The Pulitzer Prize winning book, The Emperor of All Maladies, is one of my favorite books on medicine. It chronicles the history of cancer over several centuries. The book is loaded with intriguing stories of courageous patients, doctors and the fight against one of the most gruesome diseases. Some of the stories, such as Barbara Bradford’s (see issue one of In Sickness and Wealth), are encouraging and filled with hope. Others are tragic and end in death. Up until the 1970s, the progress made in cancer treatments was slow. Despite surgical advances, chemotherapeutic advances and radiation, etc., survival rates hardly moved. In breast cancer, women would undergo mutilating surgical procedures followed by gruesome and toxic chemotherapy and/or radiation. Yet most still succumbed because, despite all the advances in other diseases, the causes of unbridled growth among our normal cells evaded scientific explanation.

 

But in recent decades, great strides have been made in cancer. We live in exciting times as novel drugs and therapies help our immune system in the fight against cancer. Just this week, Duke University announced a breakthrough in the treatment of Glioblastoma, one of the worst cancers you can have. Glioblastoma is brain cancer and it is virulent and up until now, all known chemotherapy agents have been absolutely helpless against this disease. Duke University was able to use a modified polio virus to attack Glioblastoma. While much work needs to be done, the war rages on. And life by life, we are advancing. Survival rates are expanding. The toxic side effects are becoming more well-managed and novel approaches to chemo delivery, like nanotechnology, show great promise. Lives are being changed.
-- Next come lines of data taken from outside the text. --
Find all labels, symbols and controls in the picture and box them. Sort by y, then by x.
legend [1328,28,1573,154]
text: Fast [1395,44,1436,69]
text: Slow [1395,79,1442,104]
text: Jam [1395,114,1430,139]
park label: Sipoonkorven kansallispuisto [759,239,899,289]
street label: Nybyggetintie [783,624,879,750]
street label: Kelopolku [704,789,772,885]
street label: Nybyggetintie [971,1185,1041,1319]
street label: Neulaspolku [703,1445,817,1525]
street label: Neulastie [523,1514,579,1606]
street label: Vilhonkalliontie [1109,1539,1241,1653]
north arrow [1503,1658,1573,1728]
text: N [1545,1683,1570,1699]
We started In Sickness and Wealth to shed light on companies doing just that, and to enlighten readers with a balance of science and business. Sometimes a company fails to deliver better healthcare, not because a treatment doesn’t exist or science can’t develop one, but because it can’t survive the logistics of access, delivery, and sustainability. Join us for a front row seat to explore companies that allow us the privilege of ownership in innovation that delivers value. So grab a seat. This is a fight you don’t want to miss, for millions of lives will be impacted, as we witness the eventual victory against cancer and other maladies – so that one day, the story we tell won’t be a 76-year old man fearing death due to lung cancer, but rather of him looking his grand-daughter in the eye as they dance at her wedding.